Drivers Advised of Heavy Traffic During Ag Progress Days

As many as 45,000 people will visit Rock Springs this week for Penn State's annual Ag Progress Days, the largest outdoor agricultural exhibition in the state and one of the largest in the United States.

Ag Progress Days will be held 9 a.m.-5 p.m. on Tuesday, 9 a.m.-8 p.m. on Wednesday and 9 a.m.-4 p.m. on Thursday at the Russell E. Larson Agricultural Research Center at Rock Springs along Route 45.

About 60 percent of the visitors to Ag Progress Days are involved in agricultural production in some way, and the event features special presentations, demonstrations and a trade show that offers those in the ag industry one-stop shopping for tools and to learn about services and technology for virtually any category.

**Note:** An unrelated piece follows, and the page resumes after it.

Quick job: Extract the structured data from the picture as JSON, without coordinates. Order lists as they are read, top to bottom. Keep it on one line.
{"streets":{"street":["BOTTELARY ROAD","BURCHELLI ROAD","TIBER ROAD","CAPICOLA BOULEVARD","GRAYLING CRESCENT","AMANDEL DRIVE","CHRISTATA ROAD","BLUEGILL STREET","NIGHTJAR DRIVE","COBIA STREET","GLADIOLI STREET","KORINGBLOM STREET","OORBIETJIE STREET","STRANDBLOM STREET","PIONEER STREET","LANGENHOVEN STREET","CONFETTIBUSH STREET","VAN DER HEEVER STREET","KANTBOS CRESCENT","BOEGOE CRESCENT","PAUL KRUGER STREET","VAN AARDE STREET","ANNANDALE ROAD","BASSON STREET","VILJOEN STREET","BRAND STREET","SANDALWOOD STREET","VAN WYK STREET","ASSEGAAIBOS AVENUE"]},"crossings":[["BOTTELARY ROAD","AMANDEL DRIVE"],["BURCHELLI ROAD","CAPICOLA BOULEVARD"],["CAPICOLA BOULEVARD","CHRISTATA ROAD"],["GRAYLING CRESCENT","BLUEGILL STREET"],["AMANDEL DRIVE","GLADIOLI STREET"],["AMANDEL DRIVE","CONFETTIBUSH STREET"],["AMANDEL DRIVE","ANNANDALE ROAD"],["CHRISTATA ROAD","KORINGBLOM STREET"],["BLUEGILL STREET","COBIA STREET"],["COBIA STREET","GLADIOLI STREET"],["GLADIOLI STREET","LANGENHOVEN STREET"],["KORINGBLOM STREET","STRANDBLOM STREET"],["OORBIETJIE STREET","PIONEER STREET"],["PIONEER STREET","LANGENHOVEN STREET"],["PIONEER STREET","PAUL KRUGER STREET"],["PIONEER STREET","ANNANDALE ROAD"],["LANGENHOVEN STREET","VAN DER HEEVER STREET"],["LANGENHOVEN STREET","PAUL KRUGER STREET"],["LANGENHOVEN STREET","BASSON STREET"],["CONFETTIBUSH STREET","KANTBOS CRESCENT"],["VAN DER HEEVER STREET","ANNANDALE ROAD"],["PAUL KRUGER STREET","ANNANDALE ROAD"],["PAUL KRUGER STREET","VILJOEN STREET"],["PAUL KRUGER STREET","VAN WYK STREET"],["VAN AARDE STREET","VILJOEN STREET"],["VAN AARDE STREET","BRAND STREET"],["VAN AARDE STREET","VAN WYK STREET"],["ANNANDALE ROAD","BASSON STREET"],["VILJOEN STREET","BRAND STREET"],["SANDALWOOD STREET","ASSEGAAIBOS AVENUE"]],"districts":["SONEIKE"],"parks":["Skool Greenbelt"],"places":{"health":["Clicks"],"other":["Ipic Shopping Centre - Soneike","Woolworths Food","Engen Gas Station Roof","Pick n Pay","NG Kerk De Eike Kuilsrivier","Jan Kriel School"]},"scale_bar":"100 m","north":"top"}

But among the 500 exhibitors from around the country, spread across 150 acres of farmland, there is much to enjoy for people of all ages and backgrounds, including activities, tours, demonstrations and food.

Jesse Darlington, Jr., facilities manager in Penn State's College of Agricultural Sciences, is interim manager of the expo this year, stepping in for Bob Oberheim, who retired after 25 years following last year's Ag Progress Days.

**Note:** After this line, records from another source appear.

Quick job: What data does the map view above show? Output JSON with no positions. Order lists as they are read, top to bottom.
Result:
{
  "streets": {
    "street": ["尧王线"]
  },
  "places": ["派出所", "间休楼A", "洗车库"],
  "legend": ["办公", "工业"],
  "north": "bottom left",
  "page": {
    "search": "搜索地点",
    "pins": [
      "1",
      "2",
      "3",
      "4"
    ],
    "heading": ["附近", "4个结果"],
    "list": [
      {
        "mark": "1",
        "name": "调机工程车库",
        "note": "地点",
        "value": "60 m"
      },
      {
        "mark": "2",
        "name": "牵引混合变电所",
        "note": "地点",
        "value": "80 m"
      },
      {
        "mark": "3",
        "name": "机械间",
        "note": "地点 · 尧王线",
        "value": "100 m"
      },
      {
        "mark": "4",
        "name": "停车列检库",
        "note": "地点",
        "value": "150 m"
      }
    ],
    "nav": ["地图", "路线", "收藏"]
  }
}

"Agriculture impacts all of us every day, from the food we eat to the fuel and fiber we use," Darlington said in a release. "We want to invite people to be more active participants in these processes, and come out and learn about agriculture in Pennsylvania and the research being done at Penn State. It's informative, but also fun, and a great way to involve children in learning more about things like health and safety, animals and science."

At the College of Agricultural Sciences building, water quality will be the focus, with exhibits and presentations Penn State Extension educators and faculty discussing a variety of issues. Members of the Pennsylvania 4-H state council also will present at 1 p.m. each day a hands-on experience for children and families to learn about reducing flooding and pollution.

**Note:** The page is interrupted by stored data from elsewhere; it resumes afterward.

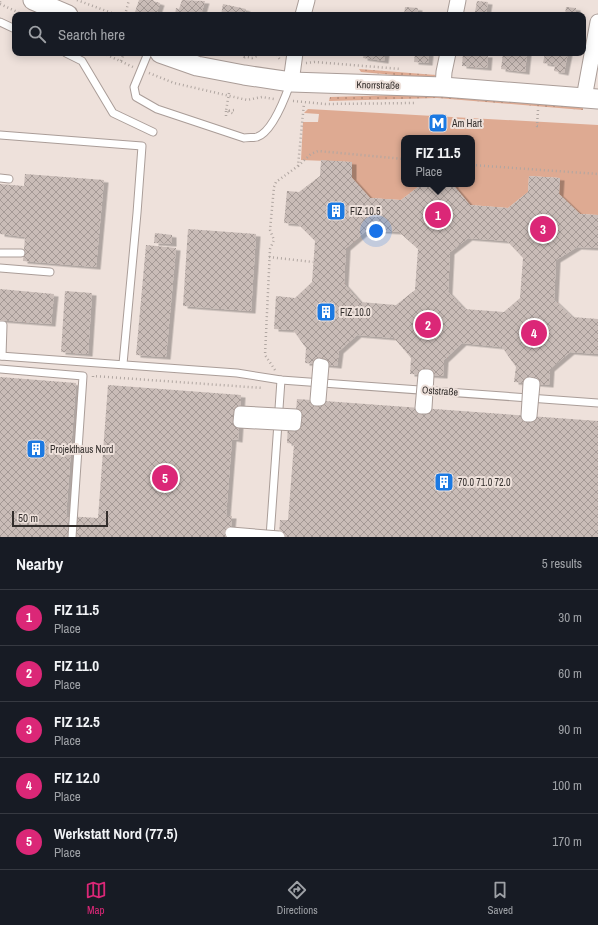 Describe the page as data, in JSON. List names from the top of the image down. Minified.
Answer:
{"streets":{"street":["Knorrstraße"],"lane":["Oststraße"]},"places":{"metro station":["Am Hart"],"building":["FIZ 10.5","FIZ 10.0","Projekthaus Nord","70.0 71.0 72.0"]},"scale_bar":"50 m","page":{"search":"Search here","popup":["FIZ 11.5","Place"],"pins":["1","3","2","4","5"],"scale":"50 m","heading":["Nearby","5 results"],"list":[{"mark":"1","name":"FIZ 11.5","note":"Place","value":"30 m"},{"mark":"2","name":"FIZ 11.0","note":"Place","value":"60 m"},{"mark":"3","name":"FIZ 12.5","note":"Place","value":"90 m"},{"mark":"4","name":"FIZ 12.0","note":"Place","value":"100 m"},{"mark":"5","name":"Werkstatt Nord (77.5)","note":"Place","value":"170 m"}],"nav":["Map","Directions","Saved"]}} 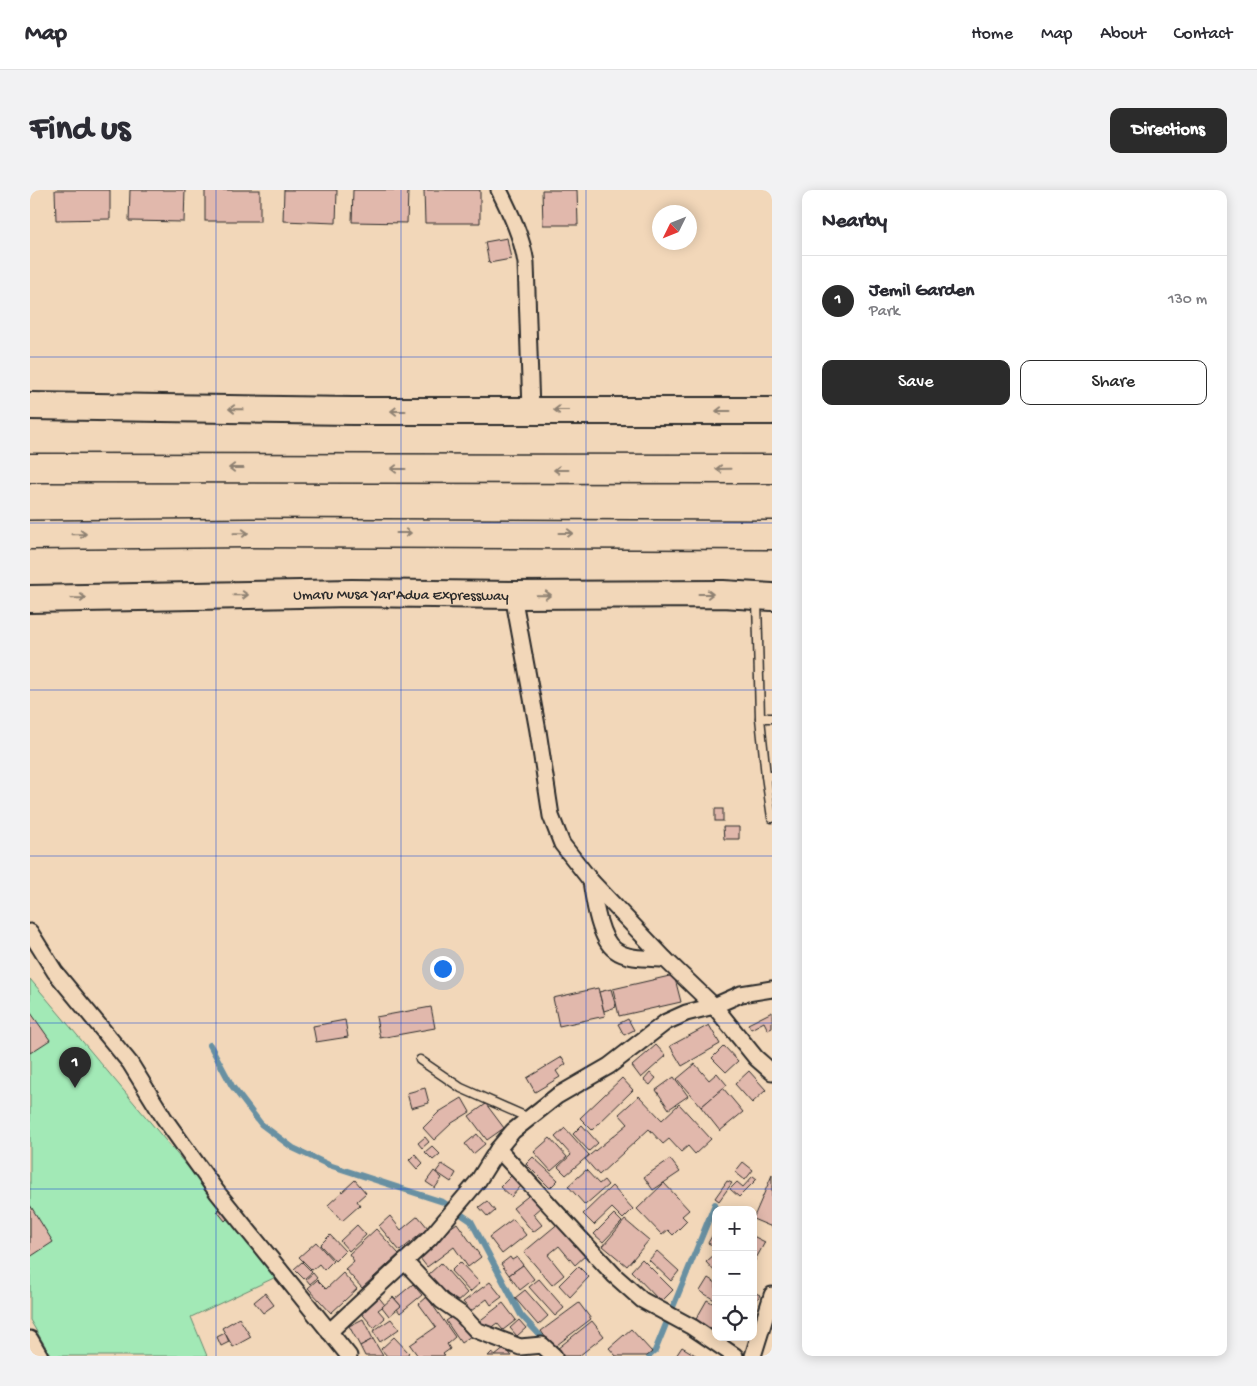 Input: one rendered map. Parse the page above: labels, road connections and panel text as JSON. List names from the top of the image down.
{
  "streets": {
    "highway": ["Umaru Musa Yar'Adua Expressway"]
  },
  "north": "bottom left",
  "page": {
    "header": "Map",
    "nav": [
      "Home",
      "Map",
      "About",
      "Contact"
    ],
    "buttons": [
      "Directions",
      ["Save", "Share"]
    ],
    "title": "Find us",
    "heading": "Nearby",
    "list": [
      {
        "mark": "1",
        "name": "Jemil Garden",
        "note": "Park",
        "value": "130 m"
      }
    ],
    "pins": "1",
    "map_buttons": ["+", "−"]
  }
} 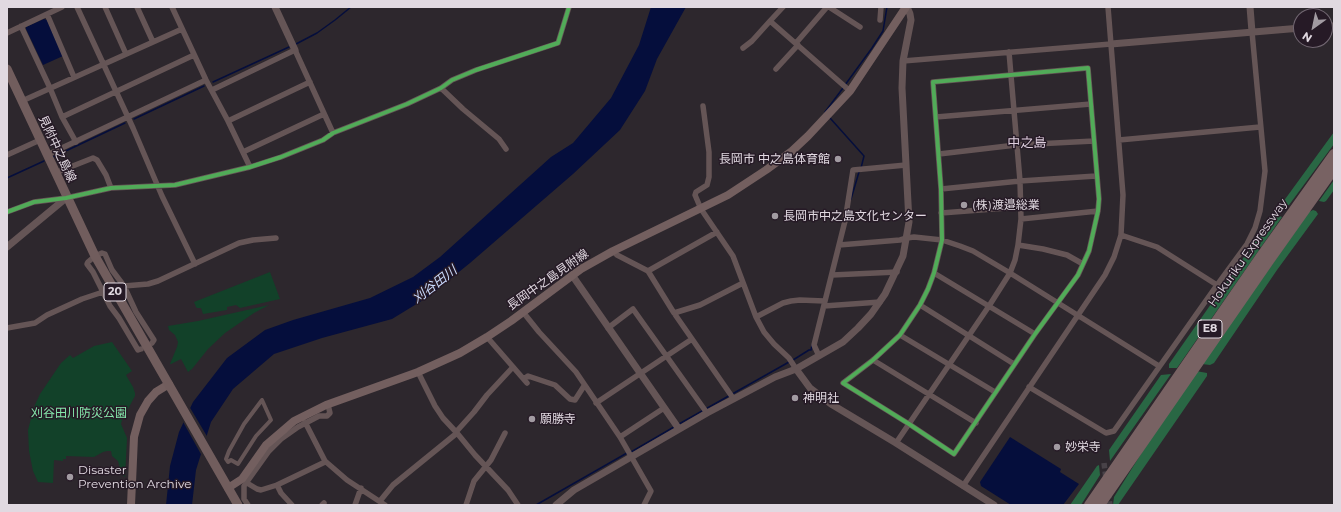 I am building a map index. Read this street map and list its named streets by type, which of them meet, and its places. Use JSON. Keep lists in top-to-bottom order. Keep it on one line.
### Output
{"streets":{"highway":["Hokuriku Expressway","E8"],"main road":["見附中之島線","長岡中之島見附線","20"]},"crossings":[["見附中之島線","20"],["長岡中之島見附線","20"]],"districts":["中之島"],"water":["刈谷田川"],"parks":["刈谷田川防災公園"],"places":["長岡市 中之島体育館","(株)渡邉総業","長岡市中之島文化センター","神明社","願勝寺","妙栄寺","Disaster Prevention Archive"],"north":"bottom left"}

All residents can learn about the ways they can help protect water quality.

"We'll be highlighting those steps in the College Exhibits Building during Ag Progress Days, with experts on hand to talk about what farmers, homeowners, forest landowners, private well owners and city dwellers can do to ensure clean water in Pennsylvania," said Matt Royer, director of Penn State's Agriculture and Environment Center.

There are plenty of youth activities scheduled. At the 4-H Youth Building, kids can learn about 4-H's many programs in science, technology, engineering and leadership, with rabbits, robotics and plant activities and demonstrations.

Elsewhere on the grounds, the Kids Climb lets youth try safety equipment and climb trees. Shaver's Creek Environmental Center will have presentations with live turtles, snakes, amphibians and birds of prey. A corn maze provides a fun way to learn about agriculture. And kids can race the serpentine track at the Pedal Go Kart Derby.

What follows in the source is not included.